Percutaneous renal surgery for stones

Preoperative imaging

The treatment of large renal stones with percutaneous nephrostolithotomy (PCNL) begins by obtaining an appropriate characterization of the preoperative stone volume and location, anatomical relationships and at least indirect information to suggest the presence of adequate renal function. Although a plain abdominal radiograph (KUB), intravenous pyelogram (IVP), nuclear renography, and renal ultrasound (US) are sometimes used, CT imaging is the most commonly employed modality in the evaluation of staghorn calculi. CT acquires images rapidly, is nearly universally available, and provides important anatomical relationships. CT imaging can also create three-dimensional (3D) reconstructions to assist in tract site planning [12], although the benefits of the 3D reconstructions are not uniformly accepted [13]. Furthermore, in some patients with complicated anatomy, the nephrostomy tube may have to be placed using CT guidance [14].

Figure 2.1 Plain abdominal x-ray demonstrating full bilateral staghorn calculi.

Although magnetic resonance imaging (MRI) provides excellent soft tissue imaging, its use in the evaluation of staghorn calculi has been limited due to poor visualization of stones, high cost, long acquisition time, and degradation with motion artifact [15,16]. Ultrasound is able to accurately detect renal calculi, determine parenchymal thickness and access for hydronephrosis without ionizing radiation. A KUB is also routinely performed to give an overview of the stone size and location, and to determine whether the stone is radiopaque (Figure 2.1). A nuclear renogram may be helpful to access renal function in staghorn patients, particularly in those with long-standing hydronephrosis, parenchymal thinning or prior interventions [17].

Imaging for establishing nephrostomy tract

The most common imaging modality employed intraoperatively in the treatment of staghorn calculi is fluoroscopy. Appropriate utilization of fluoroscopy during PCNL provides an important understanding of anatomical and spatial relationships that leads to a decrease in the complexity and improved procedure safety. The cinematic images are particularly helpful for advancing the guidewire past the stone into the ureter prior to tract dilation [18].

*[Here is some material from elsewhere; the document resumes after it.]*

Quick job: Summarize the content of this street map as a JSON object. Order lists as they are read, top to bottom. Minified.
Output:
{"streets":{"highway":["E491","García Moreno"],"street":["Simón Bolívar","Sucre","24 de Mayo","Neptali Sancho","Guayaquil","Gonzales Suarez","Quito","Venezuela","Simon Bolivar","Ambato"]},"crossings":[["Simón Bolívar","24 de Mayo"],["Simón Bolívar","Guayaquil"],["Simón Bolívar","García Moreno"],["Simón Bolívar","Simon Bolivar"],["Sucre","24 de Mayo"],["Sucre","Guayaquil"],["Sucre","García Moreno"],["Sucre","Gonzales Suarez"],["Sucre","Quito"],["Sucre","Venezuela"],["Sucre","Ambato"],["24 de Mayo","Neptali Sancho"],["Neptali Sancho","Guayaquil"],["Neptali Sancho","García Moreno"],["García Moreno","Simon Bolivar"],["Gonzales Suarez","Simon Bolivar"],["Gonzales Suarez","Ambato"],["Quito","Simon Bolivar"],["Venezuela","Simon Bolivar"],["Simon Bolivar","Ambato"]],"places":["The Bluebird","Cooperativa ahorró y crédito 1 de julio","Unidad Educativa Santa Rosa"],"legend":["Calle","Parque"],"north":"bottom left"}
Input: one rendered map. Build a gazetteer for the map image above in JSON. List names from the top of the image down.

Computed tomography-guided percutaneous access to the kidney can also be employed. It is slower and more cumbersome than nephrostomy placement under fluoroscopy but may be helpful in identifying a retrorenal colon and the location of the lung, pleura, liver, and spleen in upper pole access. Some of the indications for CT-guided percutaneous access include spinal dysraphism, morbid obesity, and abnormal anatomy [19–21]. The success of CT-guided percutaneous nephrostomy tube placement approaches 100% and may minimize the risk of major complications like bowel and visceral injury [22,23].

The use of US guidance during nephrostomy tube placement has some potential advantages compared to fluoroscopy and eliminates the need for ionizing radiation. US may result in shorter procedure times, fewer punctures, real-time visualization of surrounding structures, easier identification of posterior and anterior calyces and the ability to visualize and avoid the lung, pleura, and bowel [24]. Using ultrasound, successful nephrostomy placement has been reported in 91–100% of patients [25–27]. Major complications occurred in about 5% of patients [27].

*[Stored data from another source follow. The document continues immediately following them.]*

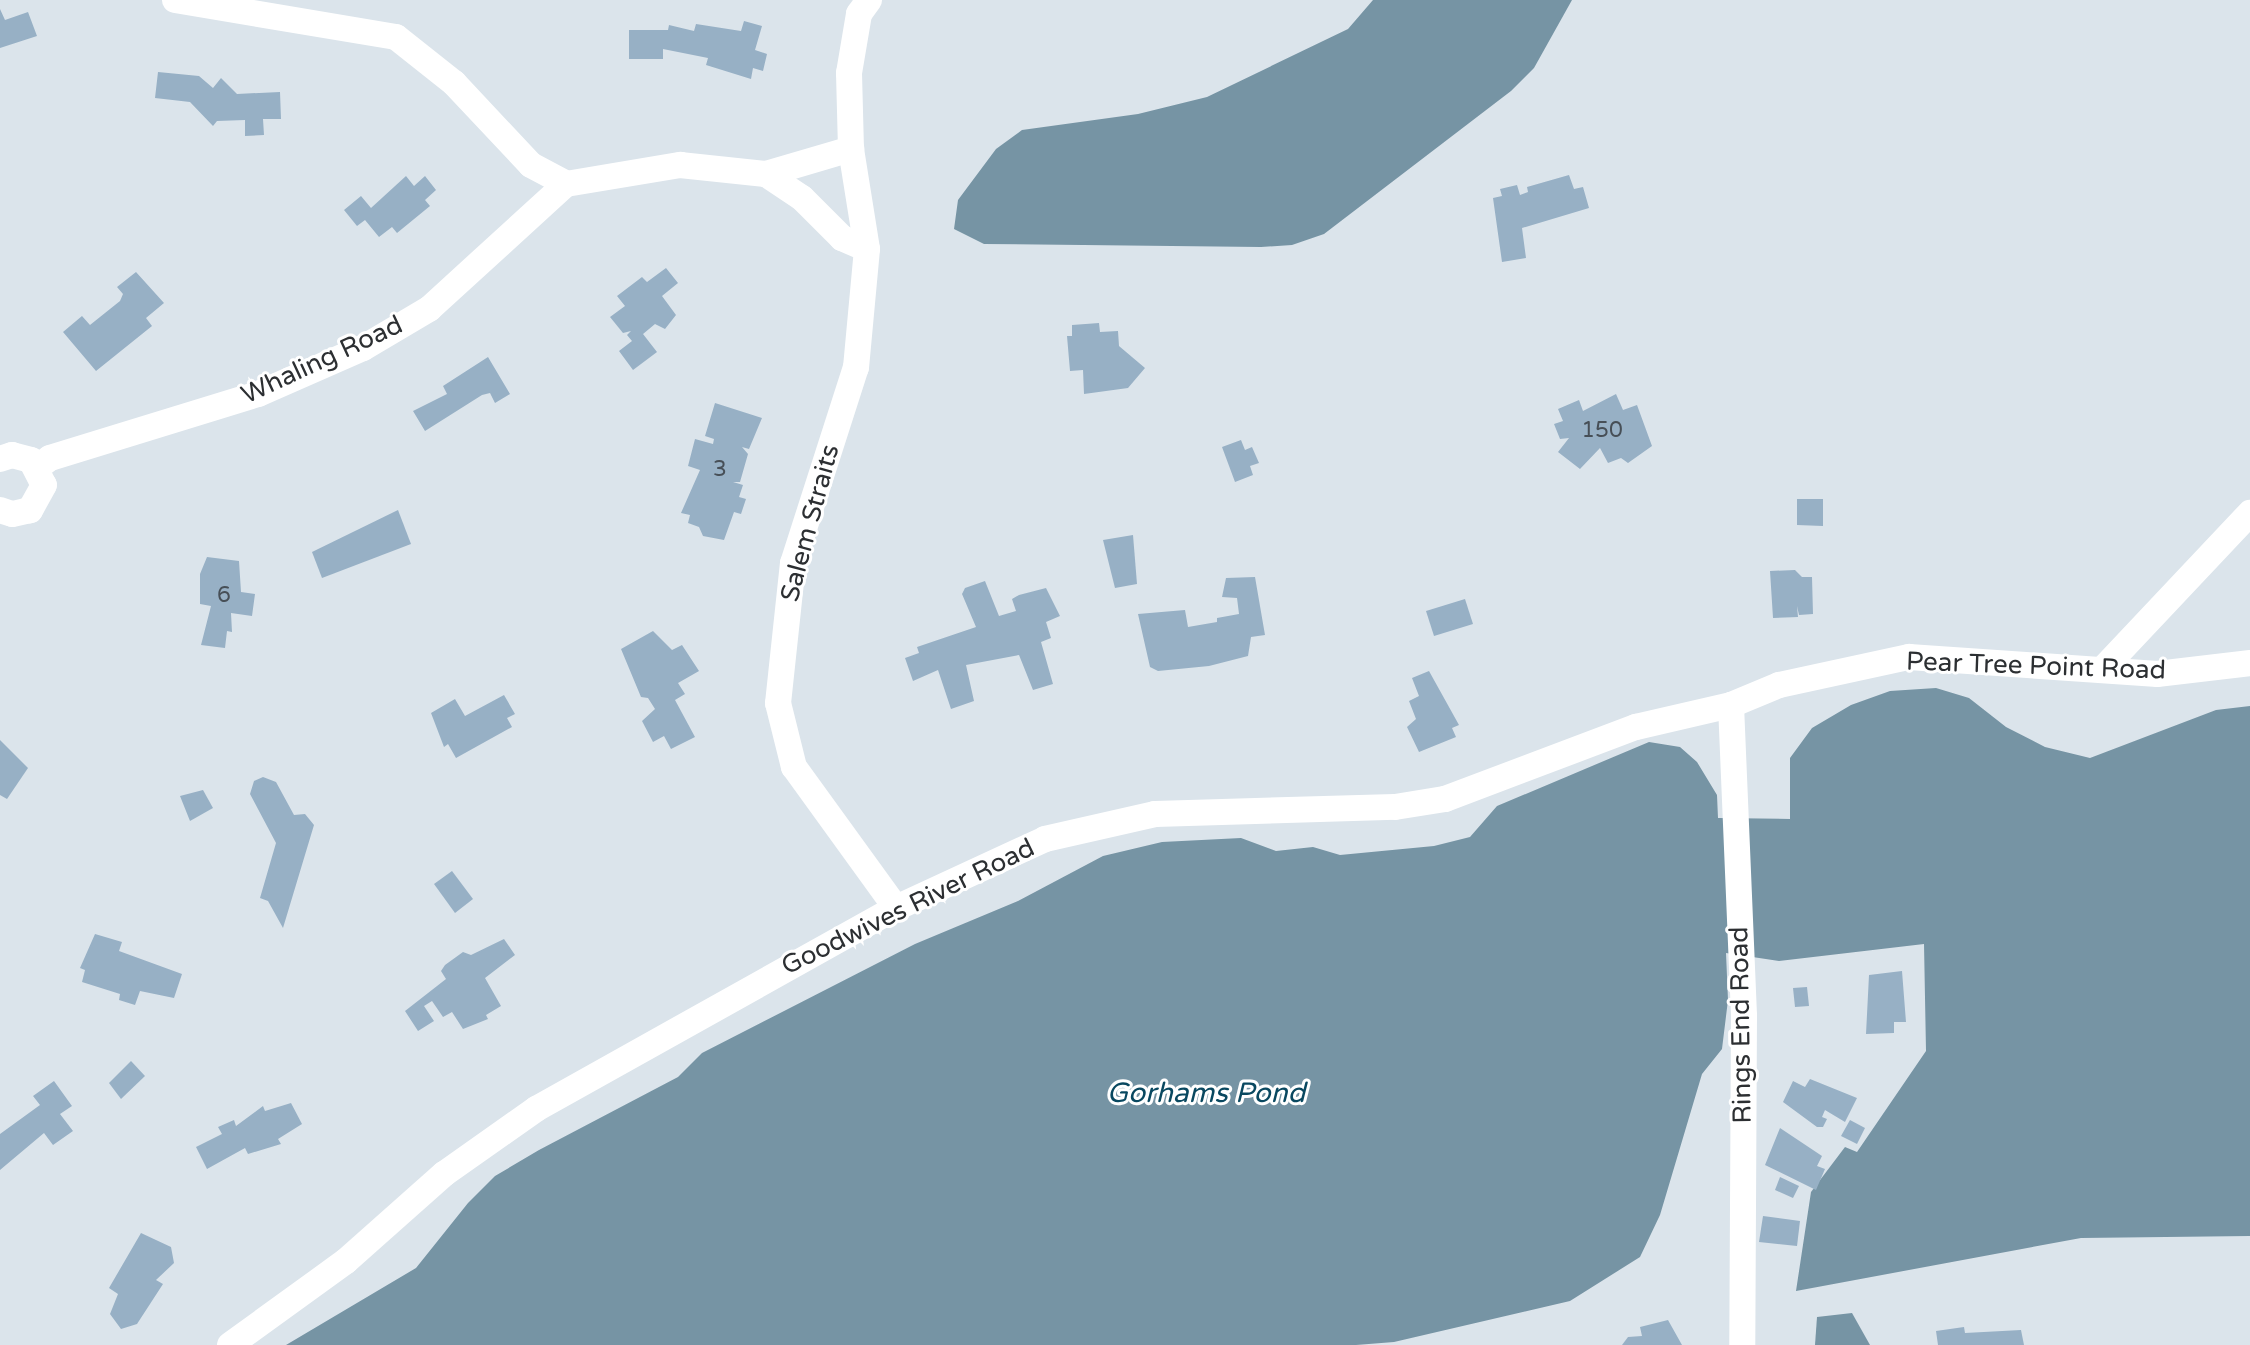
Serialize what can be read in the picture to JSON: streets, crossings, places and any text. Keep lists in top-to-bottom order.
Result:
{
  "streets": {
    "street": [
      "Whaling Road",
      "Salem Straits",
      "Pear Tree Point Road",
      "Goodwives River Road",
      "Rings End Road"
    ]
  },
  "crossings": [
    ["Salem Straits", "Goodwives River Road"],
    ["Pear Tree Point Road", "Goodwives River Road"],
    ["Pear Tree Point Road", "Rings End Road"],
    ["Goodwives River Road", "Rings End Road"]
  ],
  "water": ["Gorhams Pond"],
  "house_numbers": ["150", "3", "6"]
}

Radiation implications of percutaneous stone surgery

The imaging used and the manner in which that imaging is employed may have significant effects upon the radiation exposure for patients during PCNL. Lipkin and colleagues used a validated phantom model to determine the effective dose during PCNL. The effective dose for left and right PCNL was 0.021 mSv/s and 0.014 mSv/s, respectively. These corrections were multiplied by the median fluoroscopy time of 386.3 and 545 sec for left and right PCNL, respectively. The effective dose received by the patient was 8.11 mSv on the left and 7.63 mSv on the right [28].

The fluoroscopic radiation exposure received by the patient is dependent upon patient factors, fluoroscopy settings, and the specifics of the machine. Newborns have a 3× higher risk of developing cancer compared to adults due to their longer life expectancy and greater susceptibility to the effects of ionizing radiation [29,30]. A patient of medium build may typically receive a skin entrance dose of 30 mGy/min [31]. Obesity increases radiation exposure due to poor radiation penetration and the x-ray source being closer to the patient [32]. An obese patient may receive a dose as high as 10–50× that of an individual with normal build [33,34].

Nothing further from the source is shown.